“The only recourse we have against bad ideas [is to] “resist the seduction of the ‘obvious’, be skeptical of promised miracles, question the evidence, be patient with complexity and honest about what we know and what we can know.” - Abhijit Banerjee and Esther Duflo in Good Economics for Hard Times.
“If you really want a post-human future, change humans so that they don’t use wealth to measure status. But then they wouldn’t be human any more. We are mean-spirited little monkeys, capable of moments of great grace and kindness, and that story is much more plausible to me and much more beautiful than any post-human tale.” - Daniel Abraham and Ty Franck (better known as the sci-fi writer James S. A. Corey) interview with Simon Ings/New Scientist.
“My mind is filled with …memories of conflict, resentment, blame, self-justification—and it is wrong, unfair, inexcusable to publish them. “Who asked you to tarnish my image with your miserable little hurts?” the dead person might reasonably ask.” - Janet Malcolm in Six Glimpses of the Past/The New Yorker.

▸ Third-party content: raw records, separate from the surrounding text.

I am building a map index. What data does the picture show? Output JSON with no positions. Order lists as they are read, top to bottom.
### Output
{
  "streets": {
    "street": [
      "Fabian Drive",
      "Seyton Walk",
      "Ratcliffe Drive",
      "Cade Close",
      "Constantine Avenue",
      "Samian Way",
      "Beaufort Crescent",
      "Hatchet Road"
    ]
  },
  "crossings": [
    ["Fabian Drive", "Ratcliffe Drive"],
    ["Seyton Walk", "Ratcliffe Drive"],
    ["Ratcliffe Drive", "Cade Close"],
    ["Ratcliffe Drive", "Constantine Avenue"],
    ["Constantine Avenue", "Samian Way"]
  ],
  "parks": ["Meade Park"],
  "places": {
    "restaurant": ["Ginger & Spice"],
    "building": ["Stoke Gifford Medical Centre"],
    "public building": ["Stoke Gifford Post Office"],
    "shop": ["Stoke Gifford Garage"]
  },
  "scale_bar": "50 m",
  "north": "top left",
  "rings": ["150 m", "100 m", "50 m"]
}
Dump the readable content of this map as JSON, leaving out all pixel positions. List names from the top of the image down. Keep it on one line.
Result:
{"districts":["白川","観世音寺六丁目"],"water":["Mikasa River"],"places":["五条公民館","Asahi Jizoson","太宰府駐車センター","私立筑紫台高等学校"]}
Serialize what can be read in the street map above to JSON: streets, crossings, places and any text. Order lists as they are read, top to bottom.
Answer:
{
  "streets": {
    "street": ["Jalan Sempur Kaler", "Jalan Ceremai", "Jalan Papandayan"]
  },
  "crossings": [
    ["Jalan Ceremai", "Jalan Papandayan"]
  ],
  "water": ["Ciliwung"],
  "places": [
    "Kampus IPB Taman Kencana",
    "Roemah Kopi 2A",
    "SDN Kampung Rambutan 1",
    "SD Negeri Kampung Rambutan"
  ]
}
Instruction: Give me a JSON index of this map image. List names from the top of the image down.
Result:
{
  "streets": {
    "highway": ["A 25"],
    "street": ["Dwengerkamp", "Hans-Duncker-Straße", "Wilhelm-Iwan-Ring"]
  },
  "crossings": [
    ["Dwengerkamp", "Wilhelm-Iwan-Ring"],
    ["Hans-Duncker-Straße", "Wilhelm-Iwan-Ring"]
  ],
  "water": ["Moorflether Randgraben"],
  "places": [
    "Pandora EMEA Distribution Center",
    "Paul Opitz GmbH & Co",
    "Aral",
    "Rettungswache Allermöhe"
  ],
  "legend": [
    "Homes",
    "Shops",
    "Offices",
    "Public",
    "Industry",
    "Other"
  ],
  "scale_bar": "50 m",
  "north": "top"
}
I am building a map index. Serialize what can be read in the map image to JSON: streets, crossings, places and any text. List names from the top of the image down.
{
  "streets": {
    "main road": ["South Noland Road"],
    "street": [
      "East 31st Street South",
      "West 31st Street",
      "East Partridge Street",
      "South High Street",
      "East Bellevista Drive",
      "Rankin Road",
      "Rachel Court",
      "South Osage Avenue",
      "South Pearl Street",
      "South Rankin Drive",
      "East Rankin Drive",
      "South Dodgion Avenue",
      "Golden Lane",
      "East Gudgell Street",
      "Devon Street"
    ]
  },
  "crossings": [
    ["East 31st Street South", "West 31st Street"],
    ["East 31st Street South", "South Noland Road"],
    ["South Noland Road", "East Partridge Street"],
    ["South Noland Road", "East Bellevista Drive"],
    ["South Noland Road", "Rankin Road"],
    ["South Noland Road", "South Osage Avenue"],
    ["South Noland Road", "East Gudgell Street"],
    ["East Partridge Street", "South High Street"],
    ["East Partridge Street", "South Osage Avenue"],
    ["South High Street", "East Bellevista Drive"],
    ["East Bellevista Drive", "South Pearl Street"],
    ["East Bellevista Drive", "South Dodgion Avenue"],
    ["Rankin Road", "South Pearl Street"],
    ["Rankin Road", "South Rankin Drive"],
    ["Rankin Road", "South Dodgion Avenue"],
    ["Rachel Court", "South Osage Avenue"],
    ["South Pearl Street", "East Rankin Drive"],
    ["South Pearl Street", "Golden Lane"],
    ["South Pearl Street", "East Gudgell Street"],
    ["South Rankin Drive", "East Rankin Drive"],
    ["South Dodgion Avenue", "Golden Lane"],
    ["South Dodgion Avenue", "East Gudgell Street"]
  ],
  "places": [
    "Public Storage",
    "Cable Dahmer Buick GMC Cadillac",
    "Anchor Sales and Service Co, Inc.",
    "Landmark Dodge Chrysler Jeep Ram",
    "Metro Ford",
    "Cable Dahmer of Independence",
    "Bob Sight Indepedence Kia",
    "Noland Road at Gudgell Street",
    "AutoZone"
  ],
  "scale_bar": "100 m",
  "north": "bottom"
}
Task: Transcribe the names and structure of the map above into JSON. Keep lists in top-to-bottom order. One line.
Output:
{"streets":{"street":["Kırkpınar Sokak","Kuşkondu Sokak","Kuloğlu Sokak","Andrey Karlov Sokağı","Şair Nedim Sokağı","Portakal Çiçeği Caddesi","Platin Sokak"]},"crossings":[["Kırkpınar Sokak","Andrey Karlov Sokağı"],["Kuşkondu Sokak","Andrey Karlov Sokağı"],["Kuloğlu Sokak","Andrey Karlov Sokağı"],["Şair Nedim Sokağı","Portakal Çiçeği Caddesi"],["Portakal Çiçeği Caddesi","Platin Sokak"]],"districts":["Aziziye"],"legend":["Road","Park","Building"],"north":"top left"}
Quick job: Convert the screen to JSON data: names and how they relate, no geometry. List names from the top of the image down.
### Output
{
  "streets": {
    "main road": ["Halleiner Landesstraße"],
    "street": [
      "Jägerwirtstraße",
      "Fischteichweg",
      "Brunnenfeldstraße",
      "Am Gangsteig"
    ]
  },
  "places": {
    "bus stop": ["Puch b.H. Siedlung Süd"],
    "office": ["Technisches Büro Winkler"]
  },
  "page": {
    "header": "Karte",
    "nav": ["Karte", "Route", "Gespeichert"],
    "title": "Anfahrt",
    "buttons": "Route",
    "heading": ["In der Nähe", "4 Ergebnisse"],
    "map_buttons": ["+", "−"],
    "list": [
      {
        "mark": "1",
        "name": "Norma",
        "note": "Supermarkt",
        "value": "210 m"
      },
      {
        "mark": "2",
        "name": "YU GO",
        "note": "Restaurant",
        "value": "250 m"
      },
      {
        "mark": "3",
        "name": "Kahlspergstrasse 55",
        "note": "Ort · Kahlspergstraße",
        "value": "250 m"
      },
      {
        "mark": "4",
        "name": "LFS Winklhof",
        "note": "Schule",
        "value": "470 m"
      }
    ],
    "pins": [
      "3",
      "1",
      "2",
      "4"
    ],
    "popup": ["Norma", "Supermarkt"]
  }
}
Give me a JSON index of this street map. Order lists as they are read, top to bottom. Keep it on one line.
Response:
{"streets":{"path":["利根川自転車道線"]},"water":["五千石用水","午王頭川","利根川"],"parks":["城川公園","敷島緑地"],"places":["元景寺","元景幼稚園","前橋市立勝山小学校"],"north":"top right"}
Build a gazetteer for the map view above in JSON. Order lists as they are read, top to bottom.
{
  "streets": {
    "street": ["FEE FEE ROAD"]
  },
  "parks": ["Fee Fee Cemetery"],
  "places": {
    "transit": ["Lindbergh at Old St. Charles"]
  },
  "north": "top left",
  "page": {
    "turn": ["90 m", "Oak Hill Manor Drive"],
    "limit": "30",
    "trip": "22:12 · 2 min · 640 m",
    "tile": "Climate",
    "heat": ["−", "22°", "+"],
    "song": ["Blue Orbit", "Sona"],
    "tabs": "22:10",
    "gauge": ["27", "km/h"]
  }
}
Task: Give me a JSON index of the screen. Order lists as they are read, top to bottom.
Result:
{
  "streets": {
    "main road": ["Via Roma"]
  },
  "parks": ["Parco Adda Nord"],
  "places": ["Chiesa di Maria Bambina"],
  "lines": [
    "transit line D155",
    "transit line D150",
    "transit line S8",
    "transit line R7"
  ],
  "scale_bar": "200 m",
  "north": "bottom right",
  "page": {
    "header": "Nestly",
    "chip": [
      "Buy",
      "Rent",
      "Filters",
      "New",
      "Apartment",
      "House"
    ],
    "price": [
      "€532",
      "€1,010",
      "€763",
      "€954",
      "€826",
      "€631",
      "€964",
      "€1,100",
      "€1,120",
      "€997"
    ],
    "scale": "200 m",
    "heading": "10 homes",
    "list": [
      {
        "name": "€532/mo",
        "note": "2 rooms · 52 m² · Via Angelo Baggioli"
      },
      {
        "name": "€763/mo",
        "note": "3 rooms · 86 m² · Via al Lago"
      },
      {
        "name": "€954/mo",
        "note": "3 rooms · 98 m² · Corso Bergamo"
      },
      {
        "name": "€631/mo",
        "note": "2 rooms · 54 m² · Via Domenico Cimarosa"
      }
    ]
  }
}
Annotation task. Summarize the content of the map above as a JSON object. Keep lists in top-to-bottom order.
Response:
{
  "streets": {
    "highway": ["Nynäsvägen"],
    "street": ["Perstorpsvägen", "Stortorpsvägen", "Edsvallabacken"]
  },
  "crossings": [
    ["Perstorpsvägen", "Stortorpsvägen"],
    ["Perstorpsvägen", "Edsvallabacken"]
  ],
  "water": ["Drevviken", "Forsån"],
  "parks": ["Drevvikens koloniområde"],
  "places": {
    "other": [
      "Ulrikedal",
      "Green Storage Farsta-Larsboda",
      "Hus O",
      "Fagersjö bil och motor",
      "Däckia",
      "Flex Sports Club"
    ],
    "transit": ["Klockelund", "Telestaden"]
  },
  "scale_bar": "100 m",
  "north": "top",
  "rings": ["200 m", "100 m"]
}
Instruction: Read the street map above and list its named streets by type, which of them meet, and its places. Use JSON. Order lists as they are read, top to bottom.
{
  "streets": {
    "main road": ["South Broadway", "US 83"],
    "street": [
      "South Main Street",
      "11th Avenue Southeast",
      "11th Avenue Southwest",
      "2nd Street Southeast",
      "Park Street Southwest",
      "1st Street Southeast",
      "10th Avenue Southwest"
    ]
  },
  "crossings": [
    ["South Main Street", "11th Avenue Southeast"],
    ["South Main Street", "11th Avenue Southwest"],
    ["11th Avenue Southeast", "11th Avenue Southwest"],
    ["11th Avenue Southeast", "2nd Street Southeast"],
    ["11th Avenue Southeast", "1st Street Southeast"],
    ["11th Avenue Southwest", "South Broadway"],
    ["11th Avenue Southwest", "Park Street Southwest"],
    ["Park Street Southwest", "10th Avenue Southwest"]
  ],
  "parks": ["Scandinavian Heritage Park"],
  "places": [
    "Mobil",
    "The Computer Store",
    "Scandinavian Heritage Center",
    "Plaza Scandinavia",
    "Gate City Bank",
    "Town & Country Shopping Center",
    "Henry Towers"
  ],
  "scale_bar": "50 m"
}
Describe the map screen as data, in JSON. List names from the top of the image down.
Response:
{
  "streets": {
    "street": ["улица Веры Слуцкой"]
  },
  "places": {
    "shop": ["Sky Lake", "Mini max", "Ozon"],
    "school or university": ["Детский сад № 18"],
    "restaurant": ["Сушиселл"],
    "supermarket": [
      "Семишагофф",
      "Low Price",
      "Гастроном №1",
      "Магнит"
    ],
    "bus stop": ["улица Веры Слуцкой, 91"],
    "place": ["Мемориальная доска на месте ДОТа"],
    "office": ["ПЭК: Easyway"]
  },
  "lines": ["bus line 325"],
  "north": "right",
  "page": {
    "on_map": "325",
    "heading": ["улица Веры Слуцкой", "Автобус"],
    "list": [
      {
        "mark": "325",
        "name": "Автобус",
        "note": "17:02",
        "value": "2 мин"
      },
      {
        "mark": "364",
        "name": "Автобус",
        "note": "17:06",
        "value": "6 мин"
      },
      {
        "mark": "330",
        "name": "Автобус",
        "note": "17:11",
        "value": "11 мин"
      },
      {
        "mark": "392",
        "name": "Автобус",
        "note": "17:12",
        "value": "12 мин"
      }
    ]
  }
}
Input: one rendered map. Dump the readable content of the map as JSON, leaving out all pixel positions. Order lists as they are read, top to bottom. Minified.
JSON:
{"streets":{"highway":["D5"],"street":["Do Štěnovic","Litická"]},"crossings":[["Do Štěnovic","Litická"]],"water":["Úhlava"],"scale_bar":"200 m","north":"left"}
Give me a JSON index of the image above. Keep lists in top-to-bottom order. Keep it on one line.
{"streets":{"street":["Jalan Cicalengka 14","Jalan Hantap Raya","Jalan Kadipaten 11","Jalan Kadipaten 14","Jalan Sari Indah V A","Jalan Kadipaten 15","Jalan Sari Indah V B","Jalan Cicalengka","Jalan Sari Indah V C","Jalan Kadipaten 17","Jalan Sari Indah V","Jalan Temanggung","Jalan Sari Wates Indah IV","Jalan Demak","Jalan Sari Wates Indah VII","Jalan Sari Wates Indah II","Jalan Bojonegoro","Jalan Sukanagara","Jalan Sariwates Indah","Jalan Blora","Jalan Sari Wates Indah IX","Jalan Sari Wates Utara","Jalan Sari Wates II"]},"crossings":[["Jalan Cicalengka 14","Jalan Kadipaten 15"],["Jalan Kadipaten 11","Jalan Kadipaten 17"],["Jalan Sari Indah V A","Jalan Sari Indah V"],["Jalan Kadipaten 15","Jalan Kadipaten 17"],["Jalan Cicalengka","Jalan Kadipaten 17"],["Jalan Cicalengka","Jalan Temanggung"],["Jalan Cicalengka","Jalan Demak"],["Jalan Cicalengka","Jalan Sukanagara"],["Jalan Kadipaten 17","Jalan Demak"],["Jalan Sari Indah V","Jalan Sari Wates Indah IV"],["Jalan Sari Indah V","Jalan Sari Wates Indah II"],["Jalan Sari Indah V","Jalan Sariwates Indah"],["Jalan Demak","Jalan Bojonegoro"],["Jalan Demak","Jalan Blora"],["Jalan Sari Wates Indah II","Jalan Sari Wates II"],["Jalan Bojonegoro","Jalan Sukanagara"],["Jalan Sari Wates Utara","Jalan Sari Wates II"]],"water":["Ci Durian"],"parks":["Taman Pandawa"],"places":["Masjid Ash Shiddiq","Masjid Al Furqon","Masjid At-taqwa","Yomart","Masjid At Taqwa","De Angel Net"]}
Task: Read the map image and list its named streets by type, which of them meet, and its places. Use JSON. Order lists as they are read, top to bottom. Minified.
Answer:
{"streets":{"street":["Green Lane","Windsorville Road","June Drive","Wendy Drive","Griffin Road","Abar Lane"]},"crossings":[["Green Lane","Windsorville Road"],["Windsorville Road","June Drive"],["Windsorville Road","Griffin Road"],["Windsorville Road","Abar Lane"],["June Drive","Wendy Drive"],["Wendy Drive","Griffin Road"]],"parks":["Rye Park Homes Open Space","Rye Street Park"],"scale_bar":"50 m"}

“People consider the harms they inflict to be justified and forgettable and the harms they suffer to be unprovoked and grievous.” - Steven Pinker ‘s description of the “moralization gap” in The Better Angels of Our Nature: Why Violence Has Declined.
“The mistake we make in putting emphasis on happiness is to forget that life is a process, defined by activity and motion, and to search instead for the one perfect state of being. There can be no such state, since change is the essence of life.” - Sean Carroll in The Big Picture: On the Origins of Life, Meaning, and the Universe Itself.